El Universal leads this morning with a look at illegal child labor in Mexico. Most of it takes place on smaller farms, where production is “based on a totally illegal system of exploitation,” with abuses that constitute “a monument to impunity.”
    Those quotes belong to Alfonso Navarrete Prida, the federal labor secretary who granted El Universal an interview for what some activist organizations have designated the International Day Against Child Slavery. He took advantage of the opportunity to tout the Peña Nieto administration’s progress toward eliminating the problem. 
    The number of children who are working —or to use the secretary’s lingo, “in  a condition of labor” — has fallen from 3 million to 2.5 million since Peña Nieto and Naverrete Prida took office.
    There are several reasons for the decrease. One is a common policy among importers of Mexican food products, including Wal-Mart, to blackball suppliers known to use child labor. Federal programs that in essence pay families to keep their kids in school help, too.
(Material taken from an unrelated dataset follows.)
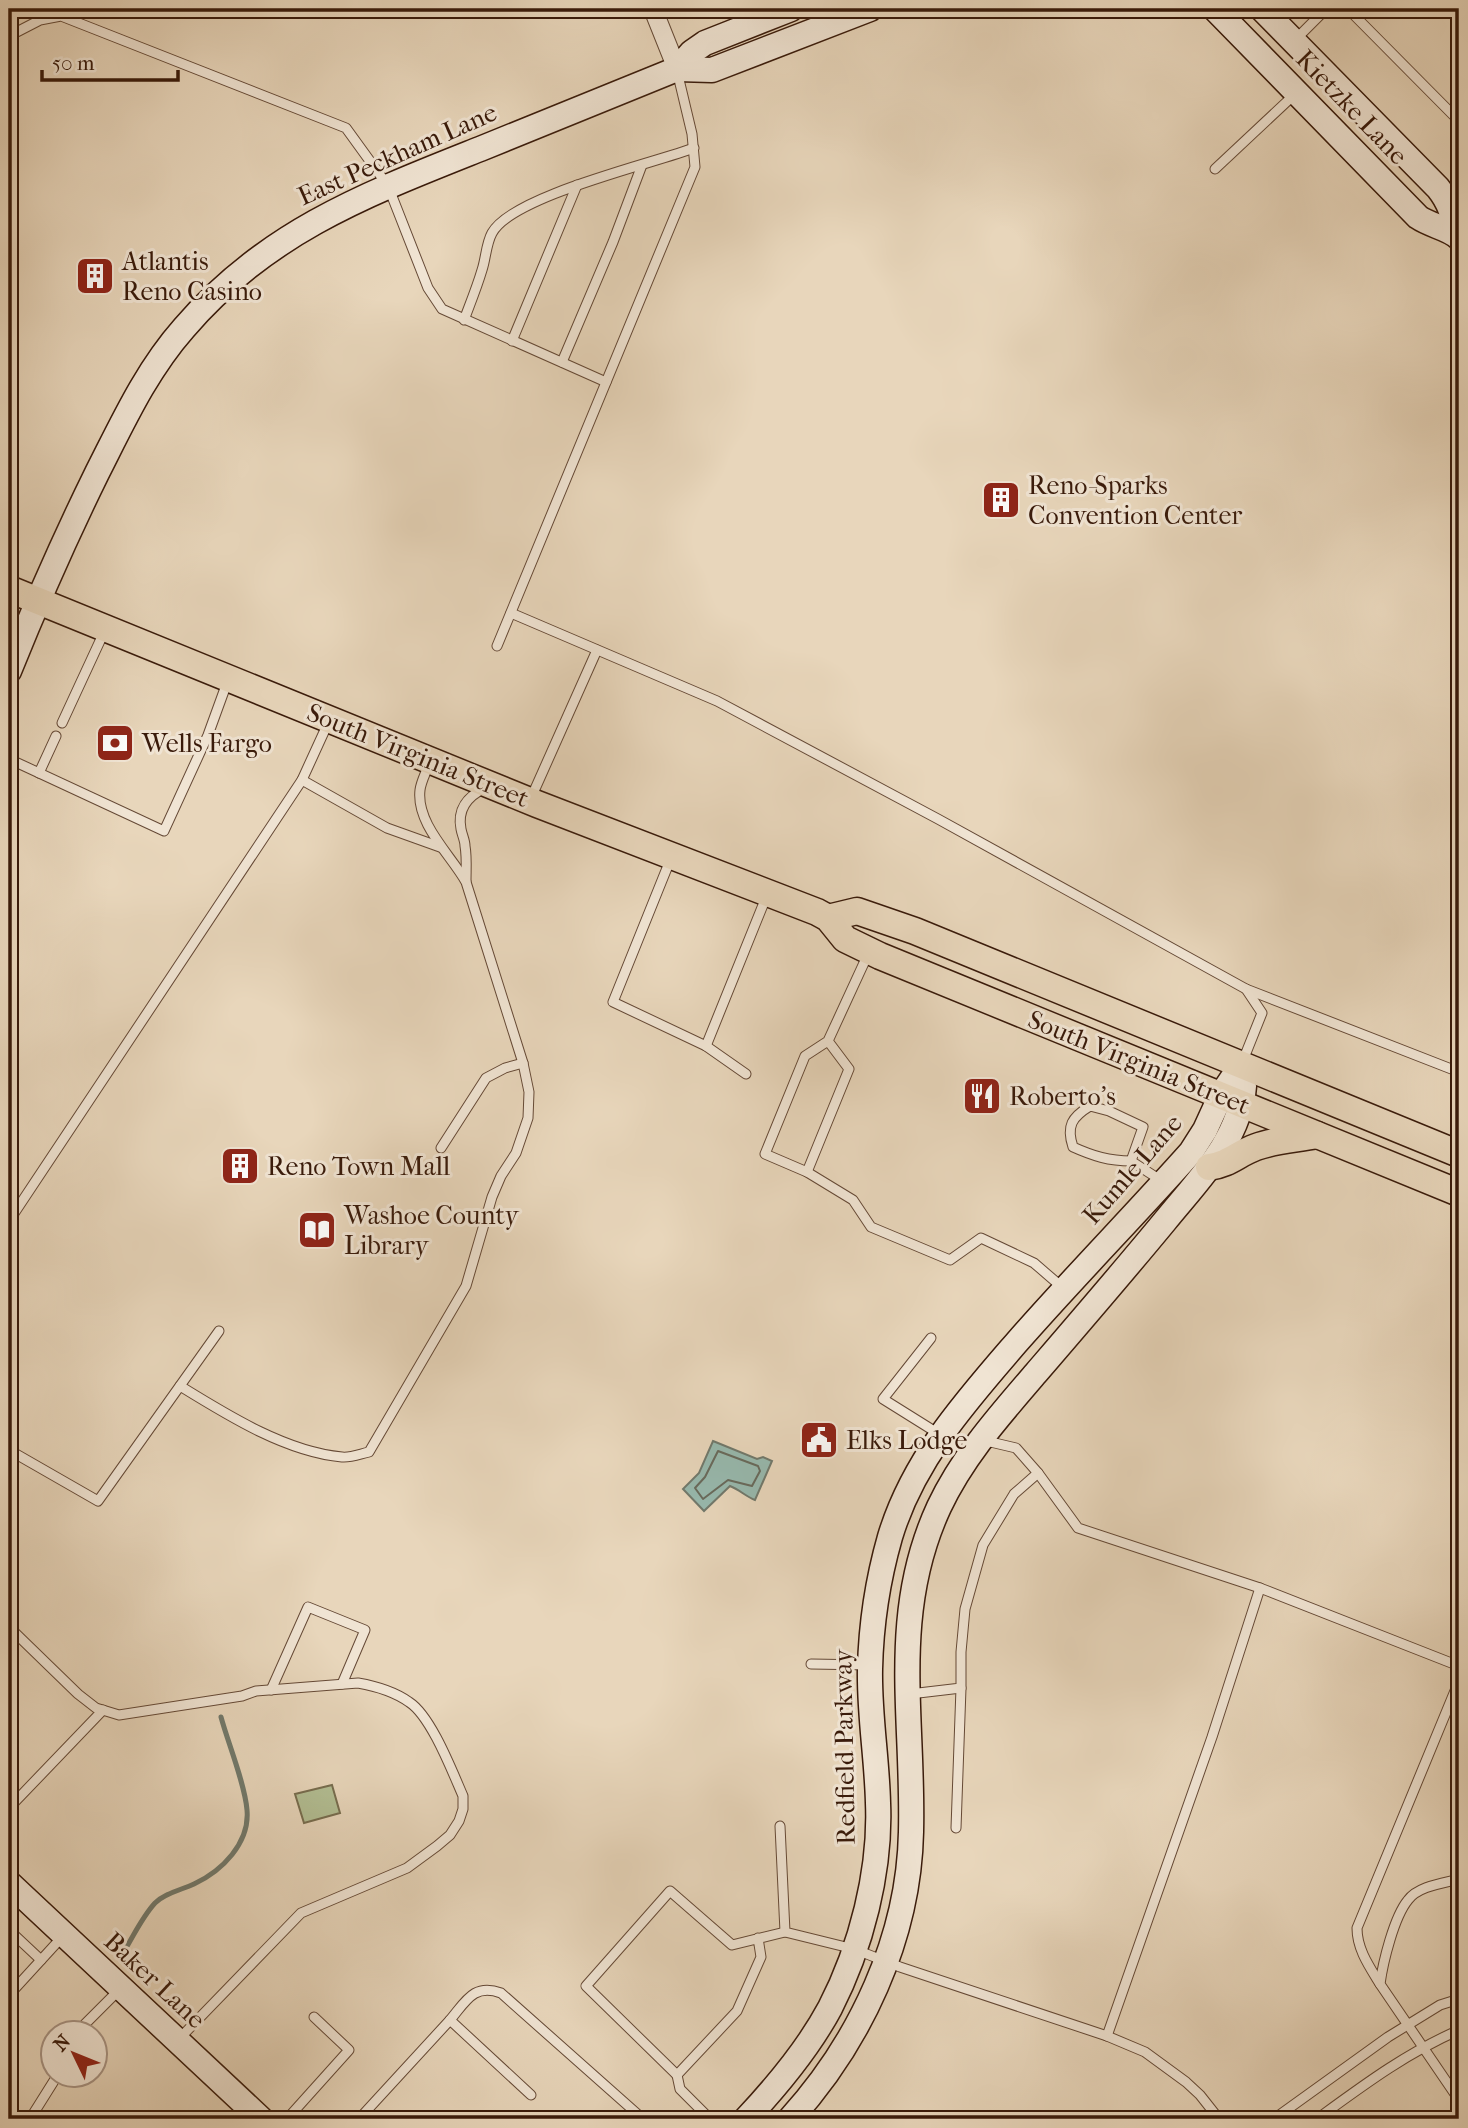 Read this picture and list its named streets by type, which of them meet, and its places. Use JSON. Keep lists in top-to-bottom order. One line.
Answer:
{"streets":{"main road":["South Virginia Street"],"street":["Kietzke Lane","East Peckham Lane","Kumle Lane","Redfield Parkway","Baker Lane"]},"crossings":[["East Peckham Lane","South Virginia Street"],["South Virginia Street","Kumle Lane"],["Kumle Lane","Redfield Parkway"]],"places":{"building":["Atlantis Reno Casino","Reno-Sparks Convention Center","Reno Town Mall"],"bank":["Wells Fargo"],"restaurant":["Roberto's"],"library":["Washoe County Library"],"public building":["Elks Lodge"]},"scale_bar":"50 m","north":"top left"}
    Naverrete Prida gives most of the credit to the 2012 labor reform that allowed federal investigators to go right into the workplace to look for signs of child labor. They couldn’t do that before, for some reason. The labor secretary says his staff has carried out almost 11,000 such inspections.
    The article has some problems. For one thing, there’s a confusion of terms that starts with the headline: “Red flags in 6 states for ‘child slavery’”
    “Red flags” is in italics because it’s a metaphor, though a common one. It’s more literally translated as “red lights” and it refers to the areas of highest impact, in this case where there’s the most child labor. Those would be in the low-income, low-education, seasonal agricultural regions of Baja California, Baja California Sur, Sinaloa, Zacatecas, Michoacán and Guerrero.
    That’s not the confusing part. “Child slavery” is. They put those words in quotes, though Navarrete never uses them in the article (he’s the only talking head in it). The assumption then is that they’re scare quotes, indicating the term isn’t being used precisely.
    The writer, in fact, goes back and forth between using the word “slavery” and the phrase “comparable to slavery,” or perhaps “equivalent to slavery” (equiparable). That may be a distinction without a difference, but child slavery implies, in the words of the International Labor Organization, “the sale and trafficking of children, debt bondage and serfdom and forced or compulsory labor, including forced or compulsory recruitment of children for use in armed conflict.”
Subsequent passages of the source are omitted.